### [SUPPLIED RECORDS]

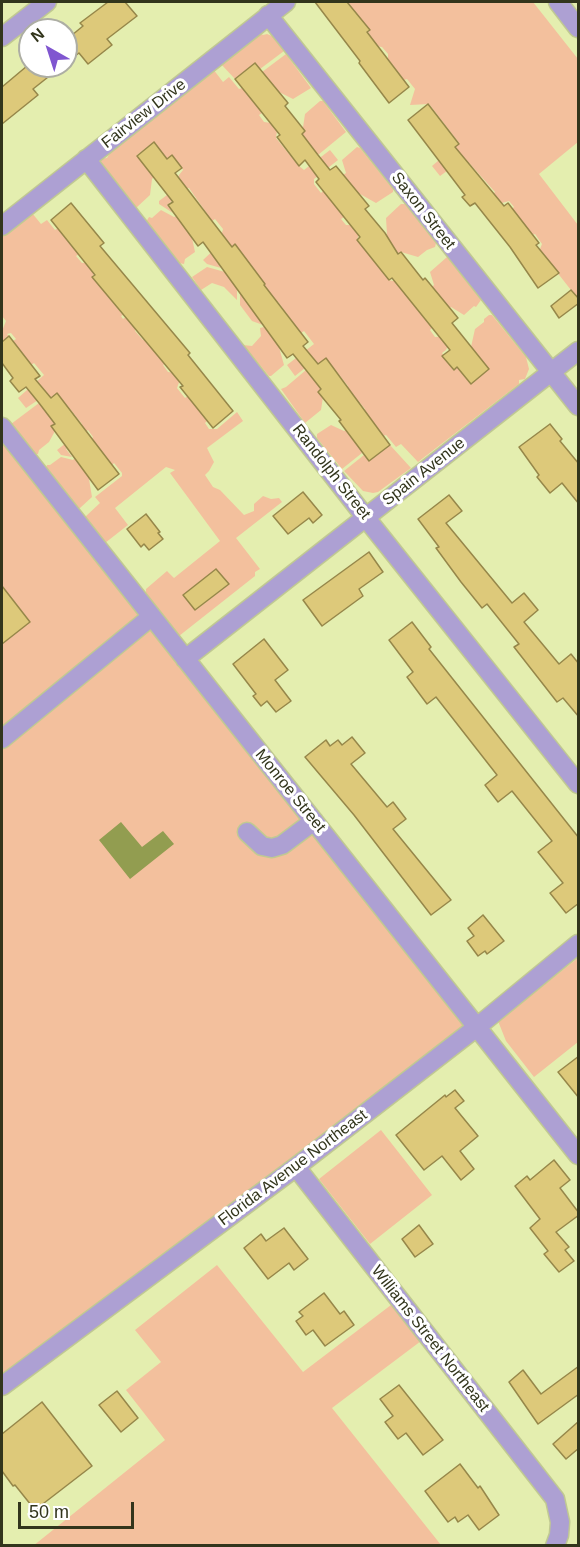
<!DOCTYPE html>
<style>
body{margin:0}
#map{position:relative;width:580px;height:1547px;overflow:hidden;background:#e4eeaf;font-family:Helvetica,sans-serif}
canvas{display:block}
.frame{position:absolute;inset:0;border:3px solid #32351c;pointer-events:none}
.north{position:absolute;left:18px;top:18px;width:60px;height:60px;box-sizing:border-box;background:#fff;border:2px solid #adaea4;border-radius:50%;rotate:321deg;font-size:16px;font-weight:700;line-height:24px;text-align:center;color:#32351c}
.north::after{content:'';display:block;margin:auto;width:21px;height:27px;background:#8056d0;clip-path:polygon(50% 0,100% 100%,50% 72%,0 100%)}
.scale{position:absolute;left:18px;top:1502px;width:116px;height:27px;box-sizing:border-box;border:3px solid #32351c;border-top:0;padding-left:8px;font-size:18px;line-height:21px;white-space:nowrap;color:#32351c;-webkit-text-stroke:4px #fff;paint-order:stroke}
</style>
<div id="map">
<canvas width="580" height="1547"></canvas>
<div class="frame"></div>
<div class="north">N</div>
<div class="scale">50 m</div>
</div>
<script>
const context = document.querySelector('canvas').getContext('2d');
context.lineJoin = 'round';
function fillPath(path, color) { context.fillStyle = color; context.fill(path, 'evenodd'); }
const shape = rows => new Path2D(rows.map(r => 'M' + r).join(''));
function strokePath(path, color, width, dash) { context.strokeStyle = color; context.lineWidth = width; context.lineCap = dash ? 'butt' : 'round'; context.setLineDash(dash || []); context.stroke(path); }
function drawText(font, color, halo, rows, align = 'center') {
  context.font = font + ' Helvetica,sans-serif'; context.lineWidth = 6; context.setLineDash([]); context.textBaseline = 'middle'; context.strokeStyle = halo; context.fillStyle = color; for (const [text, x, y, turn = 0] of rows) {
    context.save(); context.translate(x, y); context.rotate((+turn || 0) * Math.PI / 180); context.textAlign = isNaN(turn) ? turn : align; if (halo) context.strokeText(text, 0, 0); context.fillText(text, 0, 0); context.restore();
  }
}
const green = shape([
 [347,2,533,2,578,59,578,142,539,174,578,225,578,299,549,262,536,259,542,244,535,234,532,235,512,209,514,207,509,201,488,207,489,198,495,192,469,163,458,163,440,176,432,166,459,143,429,104,410,105,415,89,407,79,404,80,388,59,388,54,382,47,368,45,367,38,370,35,368,32,370,30],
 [260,33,263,35,267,34,272,36,284,51,260,69,255,63,235,79,220,63],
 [286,54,311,88,293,99,279,92,276,94,262,72],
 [213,69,223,82,229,77,239,89,242,88,262,113,259,115,264,122,278,124,276,138,298,165,304,170,330,150,338,160,314,179,314,184,321,193,323,191,344,217,341,219,346,225,362,225,357,240,389,280,393,281,397,278,406,280,405,294,432,328,430,330,435,337,452,336,446,350,442,353,453,370,457,367,471,384,489,369,471,347,475,329,484,322,484,319,489,315,492,315,526,357,529,369,525,379,519,380,519,384,418,462,401,444,396,447,386,435,383,436,363,411,365,409,360,403,357,404,347,388,348,386,326,359,318,364,315,360,295,376,287,365,314,344,304,331,301,333,278,302,258,318,263,325,252,321,240,305,240,293,245,299,265,284,235,245,216,260,221,268,207,264,203,260,219,245,223,229,215,219,212,221,189,188,186,188,187,189,167,205,173,213,159,204,159,201,175,189,179,175,183,170,182,168,167,159,154,142,137,155,154,177,152,179,150,195,136,208,103,168,100,159,107,158,110,153,109,148],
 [320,101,323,101,346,132,318,155,302,134,305,114],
 [357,147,360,148,393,189,393,192,376,203,360,194,357,197,343,175,346,173,342,160],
 [401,204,405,204,436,243,435,247,427,250,418,257,401,252,398,254,385,237,387,234,386,218],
 [161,210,174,217,177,216,193,232,189,234,192,238,195,252,185,259,184,264,179,263,146,222,149,217,152,218],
 [32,213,41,224,47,220,55,230,58,228,79,254,76,256,82,263,98,261,96,271,92,277,123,315,121,316,123,319,131,313,140,315,135,331,143,340,145,339,165,364,163,365,168,372,182,374,177,388,185,398,188,396,207,421,205,423,209,429,217,429,237,412,243,421,207,448,214,462,209,471,205,475,213,487,220,490,244,515,254,511,254,504,263,496,271,499,279,498,282,502,236,538,260,569,255,572,255,576,179,636,146,593,146,589,167,571,174,578,220,541,170,473,175,470,166,467,115,508,128,525,105,543,85,517,100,503,95,497,122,476,122,473,114,463,112,465,92,439,93,437,88,430,66,449,72,457,61,455,57,450,75,436,82,424,57,393,51,398,47,394,26,408,18,398,44,375,34,363,31,365,13,341,16,339,11,333,7,334,9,336,2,342,2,331,6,321,2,316,2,232],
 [216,569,228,585,196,610,184,595],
 [447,257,481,300,476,307,474,306,464,315,451,307,450,308,432,287,434,285,430,272],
 [207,267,225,272,237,289,237,300,224,287,212,283,201,290,192,277],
 [264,327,282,344,279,347,284,365,271,376,269,376,243,345,252,346,261,336,260,328],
 [306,370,321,389,323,397,321,410,305,423,281,389,286,387],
 [39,403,55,424,52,426,55,431,49,442,39,450,38,454,34,454,11,424],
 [331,425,344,431,346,430,364,447,361,450,362,453,342,469,317,438,317,434],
 [2,427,477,1027,2,1386],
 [390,445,411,468,378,492,373,493,363,491,344,471,364,455,369,461],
 [61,457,73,460,75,458,93,476,89,479,92,497,80,508,76,508,46,468,47,465,50,465],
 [578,958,578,1042,534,1077,506,1041,498,1021],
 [381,1130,432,1195,370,1244,319,1179],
 [217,1265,303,1372,391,1305,421,1341,332,1408,441,1545,33,1546,165,1440,126,1390,161,1362,135,1330]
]);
const water = shape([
 [121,822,142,847,163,831,174,844,130,879,99,840]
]);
const building = shape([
 [108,2,125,2,137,16,107,39,112,45,88,64,79,53,66,63,66,40,83,26,80,23,108,2],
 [315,2,347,2,370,30,367,32,409,87,389,103,359,63,360,61,315,2],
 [255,63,288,103,285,106,305,131,302,134,318,155,330,170,336,166,369,206,365,209,385,233,398,254,401,252,423,280,425,278,458,318,452,323,489,369,471,384,457,367,454,370,442,356,450,350,392,278,389,280,357,240,360,237,316,182,319,179,305,160,299,166,277,137,280,135,235,79,255,63],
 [27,66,62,66,33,89,38,95,2,124,2,87,27,66],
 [428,104,459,144,455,147,504,206,508,203,539,243,536,245,559,273,538,288,510,247,475,203,470,206,462,197,465,195,408,120,428,104],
 [154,142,167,159,172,155,182,168,175,173,232,247,235,244,265,284,264,285,308,342,303,346,318,364,326,358,390,445,369,461,339,421,341,420,318,392,321,389,306,370,293,354,287,358,203,242,198,246,168,205,173,202,137,156,154,142],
 [71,203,104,243,100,246,190,353,188,355,233,411,213,428,180,387,183,386,92,277,95,275,51,220,71,203],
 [571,290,579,299,579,303,559,318,551,306,571,290],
 [9,336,40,376,35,379,51,398,57,393,119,474,98,490,51,426,55,424,39,403,26,387,19,392,10,381,13,378,2,363,2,342,9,336],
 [550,424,562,439,560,441,579,464,579,504,562,483,550,493,537,477,539,475,519,447,550,424],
 [303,492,322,515,313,523,309,518,288,534,273,516,303,492],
 [449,495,462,511,446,523,512,603,524,593,538,610,524,622,559,664,571,654,579,664,579,717,563,698,557,702,514,647,519,644,487,604,482,608,461,582,436,548,439,547,418,519,449,495],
 [146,514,160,532,158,533,163,539,149,550,144,544,141,547,127,529,146,514],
 [369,552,383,572,359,589,363,596,322,626,303,600,369,552],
 [216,569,229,584,195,610,183,595,216,569],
 [2,586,30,622,2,644,2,586],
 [412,622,431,647,429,649,579,838,579,903,566,913,550,893,563,883,538,852,552,841,512,791,498,802,485,785,497,775,436,697,427,704,407,677,413,672,389,640,412,622],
 [264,639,288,670,275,680,291,701,276,712,267,701,261,706,253,696,256,694,233,664,264,639],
 [352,737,365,753,351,764,387,807,393,802,406,819,393,829,451,900,431,915,354,815,305,757,326,740,330,746,338,740,342,745,352,737],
 [483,915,504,941,487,954,485,951,478,956,467,941,474,936,468,928,483,915],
 [579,1056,579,1098,558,1072,579,1056],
 [455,1090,464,1101,455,1108,478,1136,460,1151,474,1169,461,1180,442,1156,424,1170,396,1135,445,1095,446,1097,455,1090],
 [554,1160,570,1180,560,1188,579,1213,579,1215,556,1232,569,1247,565,1250,574,1261,559,1272,544,1254,548,1251,530,1228,540,1219,515,1186,527,1176,530,1180,554,1160],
 [419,1225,433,1244,415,1257,402,1239,419,1225],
 [284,1228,308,1259,294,1270,289,1263,268,1279,244,1248,261,1234,266,1241,284,1228],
 [324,1293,340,1314,344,1311,354,1325,325,1346,313,1330,306,1335,296,1321,303,1316,299,1312,324,1293],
 [579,1366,579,1394,538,1424,509,1382,523,1370,541,1394,579,1366],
 [399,1385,443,1440,423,1455,406,1433,398,1439,385,1422,393,1416,380,1399,399,1385],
 [117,1391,138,1418,121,1432,99,1405,117,1391],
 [42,1402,92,1466,35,1510,15,1485,13,1486,2,1471,2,1434,42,1402],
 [579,1421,579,1448,566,1459,553,1444,579,1421],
 [460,1464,478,1488,480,1486,499,1515,479,1530,468,1515,458,1522,455,1517,448,1522,425,1491,460,1464]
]);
const minor = shape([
 [558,2,578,28],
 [268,15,578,406],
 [2,37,47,2],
 [86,159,366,518,578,784],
 [2,226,286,2],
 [2,427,578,1155],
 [185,659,578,351],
 [2,739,151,617],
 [247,832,262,846,272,848,282,845,314,821],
 [296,1167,555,1499,560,1522,559,1535,555,1546],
 [2,1386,296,1167,477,1027,578,944]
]);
const streetNames = [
 ["Fairview Drive",144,114,-38],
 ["Saxon Street",423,211,52],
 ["Randolph Street",331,472,52],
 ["Spain Avenue",424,472,-38],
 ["Monroe Street",290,791,51],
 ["Florida Avenue Northeast",293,1168,-37],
 ["Williams Street Northeast",430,1339,52]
];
fillPath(green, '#f3c09d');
fillPath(water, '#929d50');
fillPath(building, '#ddc97a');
strokePath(building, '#96874a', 1.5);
strokePath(minor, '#c0c992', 21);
strokePath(minor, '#ada0d3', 18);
drawText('16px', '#32351c', '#fff', streetNames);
</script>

### [EXERCISE DESCRIPTION]
Only the lines from the start of the material through the line containing "const shape = rows" should be transcribed. Pictures stay out.

### [WRITTEN RESPONSE]
<!DOCTYPE html>
<style>
body{margin:0}
#map{position:relative;width:580px;height:1547px;overflow:hidden;background:#e4eeaf;font-family:Helvetica,sans-serif}
canvas{display:block}
.frame{position:absolute;inset:0;border:3px solid #32351c;pointer-events:none}
.north{position:absolute;left:18px;top:18px;width:60px;height:60px;box-sizing:border-box;background:#fff;border:2px solid #adaea4;border-radius:50%;rotate:321deg;font-size:16px;font-weight:700;line-height:24px;text-align:center;color:#32351c}
.north::after{content:'';display:block;margin:auto;width:21px;height:27px;background:#8056d0;clip-path:polygon(50% 0,100% 100%,50% 72%,0 100%)}
.scale{position:absolute;left:18px;top:1502px;width:116px;height:27px;box-sizing:border-box;border:3px solid #32351c;border-top:0;padding-left:8px;font-size:18px;line-height:21px;white-space:nowrap;color:#32351c;-webkit-text-stroke:4px #fff;paint-order:stroke}
</style>
<div id="map">
<canvas width="580" height="1547"></canvas>
<div class="frame"></div>
<div class="north">N</div>
<div class="scale">50 m</div>
</div>
<script>
const context = document.querySelector('canvas').getContext('2d');
context.lineJoin = 'round';
function fillPath(path, color) { context.fillStyle = color; context.fill(path, 'evenodd'); }
const shape = rows => new Path2D(rows.map(r => 'M' + r).join(''));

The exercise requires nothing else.